*Required action*. Pull every line with "湖滨新区消防站" from the data below and copy it.

*Records*.

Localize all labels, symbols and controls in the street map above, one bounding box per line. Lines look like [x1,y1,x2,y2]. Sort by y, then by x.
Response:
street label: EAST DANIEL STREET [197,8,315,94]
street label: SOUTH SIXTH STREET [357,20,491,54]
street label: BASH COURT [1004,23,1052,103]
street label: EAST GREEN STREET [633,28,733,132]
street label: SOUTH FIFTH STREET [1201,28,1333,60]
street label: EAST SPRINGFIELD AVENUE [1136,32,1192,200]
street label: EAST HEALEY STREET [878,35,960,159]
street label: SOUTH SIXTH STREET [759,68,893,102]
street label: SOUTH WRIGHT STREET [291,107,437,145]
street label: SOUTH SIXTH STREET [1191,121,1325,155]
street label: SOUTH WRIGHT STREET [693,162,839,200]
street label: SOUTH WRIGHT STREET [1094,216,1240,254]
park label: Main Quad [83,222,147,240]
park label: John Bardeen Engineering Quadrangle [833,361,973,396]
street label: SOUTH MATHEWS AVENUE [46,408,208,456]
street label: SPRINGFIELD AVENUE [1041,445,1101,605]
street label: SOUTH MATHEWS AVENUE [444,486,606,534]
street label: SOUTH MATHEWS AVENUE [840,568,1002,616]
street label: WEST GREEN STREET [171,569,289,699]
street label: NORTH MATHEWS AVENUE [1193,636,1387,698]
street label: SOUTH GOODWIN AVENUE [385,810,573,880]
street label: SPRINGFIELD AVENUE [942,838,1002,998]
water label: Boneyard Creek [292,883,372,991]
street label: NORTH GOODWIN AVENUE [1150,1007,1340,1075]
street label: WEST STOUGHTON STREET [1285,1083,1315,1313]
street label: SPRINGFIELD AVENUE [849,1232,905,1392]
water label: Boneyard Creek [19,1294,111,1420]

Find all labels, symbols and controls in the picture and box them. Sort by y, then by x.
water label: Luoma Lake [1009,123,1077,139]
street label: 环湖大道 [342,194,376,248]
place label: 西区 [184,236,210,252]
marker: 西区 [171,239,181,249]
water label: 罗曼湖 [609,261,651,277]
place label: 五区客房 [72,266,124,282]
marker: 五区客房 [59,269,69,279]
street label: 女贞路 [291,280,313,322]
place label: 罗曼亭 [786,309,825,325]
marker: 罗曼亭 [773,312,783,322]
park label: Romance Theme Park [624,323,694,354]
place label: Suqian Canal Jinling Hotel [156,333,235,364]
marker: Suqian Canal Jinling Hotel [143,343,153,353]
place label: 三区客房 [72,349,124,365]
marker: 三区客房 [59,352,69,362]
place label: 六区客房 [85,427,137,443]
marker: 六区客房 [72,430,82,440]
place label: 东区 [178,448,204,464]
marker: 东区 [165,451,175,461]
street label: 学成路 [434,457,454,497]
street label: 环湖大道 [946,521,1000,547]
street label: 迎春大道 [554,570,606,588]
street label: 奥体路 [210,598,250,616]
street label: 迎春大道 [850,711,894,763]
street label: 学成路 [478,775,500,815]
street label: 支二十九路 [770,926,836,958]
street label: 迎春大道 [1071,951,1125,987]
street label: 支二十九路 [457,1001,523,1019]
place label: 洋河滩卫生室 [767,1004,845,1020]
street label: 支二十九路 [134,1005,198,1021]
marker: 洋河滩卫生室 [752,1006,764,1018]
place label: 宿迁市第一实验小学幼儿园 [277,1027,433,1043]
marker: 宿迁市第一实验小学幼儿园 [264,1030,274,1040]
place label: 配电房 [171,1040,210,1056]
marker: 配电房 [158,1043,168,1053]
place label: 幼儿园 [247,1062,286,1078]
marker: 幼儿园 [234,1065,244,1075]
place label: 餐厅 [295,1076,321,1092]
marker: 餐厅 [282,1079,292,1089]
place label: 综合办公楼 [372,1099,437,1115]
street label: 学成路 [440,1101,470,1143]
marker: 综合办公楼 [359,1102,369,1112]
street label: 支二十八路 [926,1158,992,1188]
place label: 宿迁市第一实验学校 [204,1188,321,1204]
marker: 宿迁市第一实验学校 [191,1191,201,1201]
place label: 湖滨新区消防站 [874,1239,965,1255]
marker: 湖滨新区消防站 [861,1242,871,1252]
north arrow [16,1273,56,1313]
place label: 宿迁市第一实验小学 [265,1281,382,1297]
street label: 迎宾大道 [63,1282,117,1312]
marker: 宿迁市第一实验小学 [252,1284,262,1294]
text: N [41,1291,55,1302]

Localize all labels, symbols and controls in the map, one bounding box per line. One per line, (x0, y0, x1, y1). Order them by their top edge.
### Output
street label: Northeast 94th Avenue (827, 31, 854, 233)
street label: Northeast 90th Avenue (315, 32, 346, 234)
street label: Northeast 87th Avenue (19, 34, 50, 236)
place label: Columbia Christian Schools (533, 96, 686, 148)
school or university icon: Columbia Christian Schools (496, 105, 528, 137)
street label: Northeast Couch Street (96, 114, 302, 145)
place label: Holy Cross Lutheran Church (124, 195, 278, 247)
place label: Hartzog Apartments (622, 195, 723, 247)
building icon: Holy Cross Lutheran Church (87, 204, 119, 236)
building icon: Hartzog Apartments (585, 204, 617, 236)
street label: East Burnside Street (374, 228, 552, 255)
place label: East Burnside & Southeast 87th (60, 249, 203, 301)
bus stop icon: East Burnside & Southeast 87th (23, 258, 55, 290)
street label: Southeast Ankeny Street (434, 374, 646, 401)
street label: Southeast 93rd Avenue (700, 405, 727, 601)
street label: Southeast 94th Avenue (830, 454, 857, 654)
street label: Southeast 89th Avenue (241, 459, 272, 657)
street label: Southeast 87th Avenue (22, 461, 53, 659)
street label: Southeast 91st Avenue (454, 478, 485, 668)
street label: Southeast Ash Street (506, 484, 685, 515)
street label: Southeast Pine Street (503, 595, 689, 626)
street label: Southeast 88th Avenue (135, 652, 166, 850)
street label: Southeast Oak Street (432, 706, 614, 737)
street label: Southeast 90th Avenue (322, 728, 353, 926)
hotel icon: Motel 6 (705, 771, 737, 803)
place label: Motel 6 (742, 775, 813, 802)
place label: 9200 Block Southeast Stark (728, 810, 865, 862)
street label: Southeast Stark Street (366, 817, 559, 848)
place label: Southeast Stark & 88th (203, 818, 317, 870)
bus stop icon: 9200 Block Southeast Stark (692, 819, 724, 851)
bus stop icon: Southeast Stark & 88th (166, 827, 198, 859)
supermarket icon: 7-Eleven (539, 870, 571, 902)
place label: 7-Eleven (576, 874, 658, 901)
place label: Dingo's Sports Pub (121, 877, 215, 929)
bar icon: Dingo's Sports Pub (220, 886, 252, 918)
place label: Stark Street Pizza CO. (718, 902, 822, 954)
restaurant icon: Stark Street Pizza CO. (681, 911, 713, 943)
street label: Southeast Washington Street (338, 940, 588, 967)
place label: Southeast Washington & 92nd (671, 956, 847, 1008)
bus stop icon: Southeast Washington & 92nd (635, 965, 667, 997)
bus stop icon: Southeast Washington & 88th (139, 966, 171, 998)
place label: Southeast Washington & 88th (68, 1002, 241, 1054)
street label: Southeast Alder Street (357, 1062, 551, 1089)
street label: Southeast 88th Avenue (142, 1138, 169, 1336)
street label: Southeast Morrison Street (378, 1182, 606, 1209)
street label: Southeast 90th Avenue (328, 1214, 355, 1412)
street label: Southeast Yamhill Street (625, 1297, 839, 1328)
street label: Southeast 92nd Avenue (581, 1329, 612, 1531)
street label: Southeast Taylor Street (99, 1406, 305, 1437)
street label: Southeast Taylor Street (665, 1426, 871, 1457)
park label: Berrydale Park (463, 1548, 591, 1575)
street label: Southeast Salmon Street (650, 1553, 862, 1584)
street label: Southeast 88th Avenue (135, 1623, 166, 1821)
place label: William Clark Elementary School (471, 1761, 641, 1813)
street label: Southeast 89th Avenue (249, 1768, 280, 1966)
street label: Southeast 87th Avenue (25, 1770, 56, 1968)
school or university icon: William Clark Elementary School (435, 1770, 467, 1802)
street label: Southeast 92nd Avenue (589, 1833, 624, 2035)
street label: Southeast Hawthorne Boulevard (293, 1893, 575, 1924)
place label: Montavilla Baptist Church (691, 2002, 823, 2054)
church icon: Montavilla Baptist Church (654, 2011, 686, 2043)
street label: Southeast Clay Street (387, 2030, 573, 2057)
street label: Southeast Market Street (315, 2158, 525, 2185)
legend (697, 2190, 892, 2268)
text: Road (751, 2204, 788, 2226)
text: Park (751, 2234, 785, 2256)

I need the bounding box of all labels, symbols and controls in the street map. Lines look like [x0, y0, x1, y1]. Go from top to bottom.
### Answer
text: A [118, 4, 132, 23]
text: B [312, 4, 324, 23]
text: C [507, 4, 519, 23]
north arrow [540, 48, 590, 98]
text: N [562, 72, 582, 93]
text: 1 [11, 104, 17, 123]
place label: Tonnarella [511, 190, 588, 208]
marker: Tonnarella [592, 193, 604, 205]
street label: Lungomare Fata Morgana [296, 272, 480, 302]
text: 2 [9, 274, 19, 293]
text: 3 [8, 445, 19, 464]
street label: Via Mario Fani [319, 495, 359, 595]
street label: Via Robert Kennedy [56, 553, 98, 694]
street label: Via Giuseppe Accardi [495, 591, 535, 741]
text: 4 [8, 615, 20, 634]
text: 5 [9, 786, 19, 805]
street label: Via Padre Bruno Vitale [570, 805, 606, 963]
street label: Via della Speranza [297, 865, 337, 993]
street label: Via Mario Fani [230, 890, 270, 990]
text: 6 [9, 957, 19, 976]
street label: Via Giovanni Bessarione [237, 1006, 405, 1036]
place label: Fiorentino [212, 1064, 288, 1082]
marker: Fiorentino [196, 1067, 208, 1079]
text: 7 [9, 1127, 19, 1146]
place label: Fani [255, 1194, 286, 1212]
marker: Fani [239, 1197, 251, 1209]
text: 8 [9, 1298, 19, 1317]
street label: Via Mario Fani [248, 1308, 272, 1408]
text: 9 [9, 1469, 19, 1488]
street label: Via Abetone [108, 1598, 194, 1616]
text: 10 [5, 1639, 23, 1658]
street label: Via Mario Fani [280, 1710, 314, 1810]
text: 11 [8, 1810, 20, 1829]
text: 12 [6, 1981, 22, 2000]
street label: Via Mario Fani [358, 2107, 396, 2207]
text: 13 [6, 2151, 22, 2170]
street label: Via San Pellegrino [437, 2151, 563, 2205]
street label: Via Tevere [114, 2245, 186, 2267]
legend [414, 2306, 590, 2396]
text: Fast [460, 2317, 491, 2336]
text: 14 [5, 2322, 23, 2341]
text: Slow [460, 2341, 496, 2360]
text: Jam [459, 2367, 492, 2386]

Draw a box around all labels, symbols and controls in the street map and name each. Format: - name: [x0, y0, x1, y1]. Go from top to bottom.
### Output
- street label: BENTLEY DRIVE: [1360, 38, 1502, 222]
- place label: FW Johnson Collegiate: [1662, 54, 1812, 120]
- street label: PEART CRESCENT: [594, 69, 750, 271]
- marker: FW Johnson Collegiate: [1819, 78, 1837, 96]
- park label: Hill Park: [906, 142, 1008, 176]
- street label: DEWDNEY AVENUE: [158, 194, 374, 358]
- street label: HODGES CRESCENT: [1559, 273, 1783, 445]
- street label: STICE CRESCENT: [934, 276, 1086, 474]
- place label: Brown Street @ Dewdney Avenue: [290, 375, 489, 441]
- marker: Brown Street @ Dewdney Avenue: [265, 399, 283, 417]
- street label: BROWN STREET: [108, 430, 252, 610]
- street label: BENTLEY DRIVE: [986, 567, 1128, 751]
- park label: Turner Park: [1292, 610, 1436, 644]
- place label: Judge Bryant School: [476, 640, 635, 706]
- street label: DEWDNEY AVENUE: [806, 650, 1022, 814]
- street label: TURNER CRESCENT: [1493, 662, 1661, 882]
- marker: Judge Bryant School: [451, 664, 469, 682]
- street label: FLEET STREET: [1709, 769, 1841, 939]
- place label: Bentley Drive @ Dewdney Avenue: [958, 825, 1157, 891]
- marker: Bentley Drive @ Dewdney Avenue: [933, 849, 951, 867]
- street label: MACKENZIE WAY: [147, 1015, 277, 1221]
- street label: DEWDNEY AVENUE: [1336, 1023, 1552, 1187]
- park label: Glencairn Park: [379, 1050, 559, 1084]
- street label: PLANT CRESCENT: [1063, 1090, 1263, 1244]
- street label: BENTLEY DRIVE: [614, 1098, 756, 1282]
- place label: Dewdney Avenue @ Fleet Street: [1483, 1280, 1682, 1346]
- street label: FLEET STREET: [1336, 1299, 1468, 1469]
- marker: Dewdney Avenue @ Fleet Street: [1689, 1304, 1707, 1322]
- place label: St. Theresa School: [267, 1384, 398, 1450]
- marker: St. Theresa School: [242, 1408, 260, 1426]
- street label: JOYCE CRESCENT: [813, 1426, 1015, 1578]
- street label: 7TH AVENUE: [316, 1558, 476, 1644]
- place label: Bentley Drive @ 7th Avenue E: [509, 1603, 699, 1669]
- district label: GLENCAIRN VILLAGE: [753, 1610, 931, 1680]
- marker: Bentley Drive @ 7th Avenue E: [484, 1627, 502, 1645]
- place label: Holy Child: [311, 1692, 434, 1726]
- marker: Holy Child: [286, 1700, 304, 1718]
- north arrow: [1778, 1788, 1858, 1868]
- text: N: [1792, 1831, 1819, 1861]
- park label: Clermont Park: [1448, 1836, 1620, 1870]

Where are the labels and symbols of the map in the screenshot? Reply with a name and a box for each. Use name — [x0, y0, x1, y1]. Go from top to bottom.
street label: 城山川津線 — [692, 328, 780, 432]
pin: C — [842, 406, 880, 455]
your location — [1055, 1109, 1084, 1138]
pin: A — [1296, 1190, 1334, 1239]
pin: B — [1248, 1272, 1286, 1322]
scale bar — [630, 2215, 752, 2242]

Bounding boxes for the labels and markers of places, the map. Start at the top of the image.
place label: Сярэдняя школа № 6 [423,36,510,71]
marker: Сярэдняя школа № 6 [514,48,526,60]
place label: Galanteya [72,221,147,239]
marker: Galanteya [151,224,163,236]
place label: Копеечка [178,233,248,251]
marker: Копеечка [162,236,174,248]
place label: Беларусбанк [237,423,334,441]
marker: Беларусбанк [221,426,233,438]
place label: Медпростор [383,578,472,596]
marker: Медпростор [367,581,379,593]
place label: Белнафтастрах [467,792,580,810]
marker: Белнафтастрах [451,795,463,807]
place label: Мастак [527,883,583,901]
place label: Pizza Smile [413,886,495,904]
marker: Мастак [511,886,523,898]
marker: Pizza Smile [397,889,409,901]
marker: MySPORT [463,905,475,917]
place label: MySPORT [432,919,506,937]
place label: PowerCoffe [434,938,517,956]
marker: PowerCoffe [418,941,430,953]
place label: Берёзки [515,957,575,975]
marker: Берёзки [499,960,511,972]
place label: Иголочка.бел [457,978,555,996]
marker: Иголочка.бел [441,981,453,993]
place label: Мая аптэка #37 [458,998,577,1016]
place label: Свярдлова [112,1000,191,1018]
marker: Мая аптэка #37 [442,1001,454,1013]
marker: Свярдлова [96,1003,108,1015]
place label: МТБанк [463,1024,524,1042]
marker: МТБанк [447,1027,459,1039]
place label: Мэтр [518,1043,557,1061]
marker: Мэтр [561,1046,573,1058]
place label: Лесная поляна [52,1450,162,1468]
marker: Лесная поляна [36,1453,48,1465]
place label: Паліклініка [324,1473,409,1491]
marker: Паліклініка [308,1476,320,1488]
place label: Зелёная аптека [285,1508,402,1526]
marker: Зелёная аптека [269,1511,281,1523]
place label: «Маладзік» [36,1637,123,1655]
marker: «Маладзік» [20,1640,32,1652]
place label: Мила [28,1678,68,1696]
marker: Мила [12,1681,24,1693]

*Exercise answer*.
place label: 湖滨新区消防站 [874,1239,965,1255]
marker: 湖滨新区消防站 [861,1242,871,1252]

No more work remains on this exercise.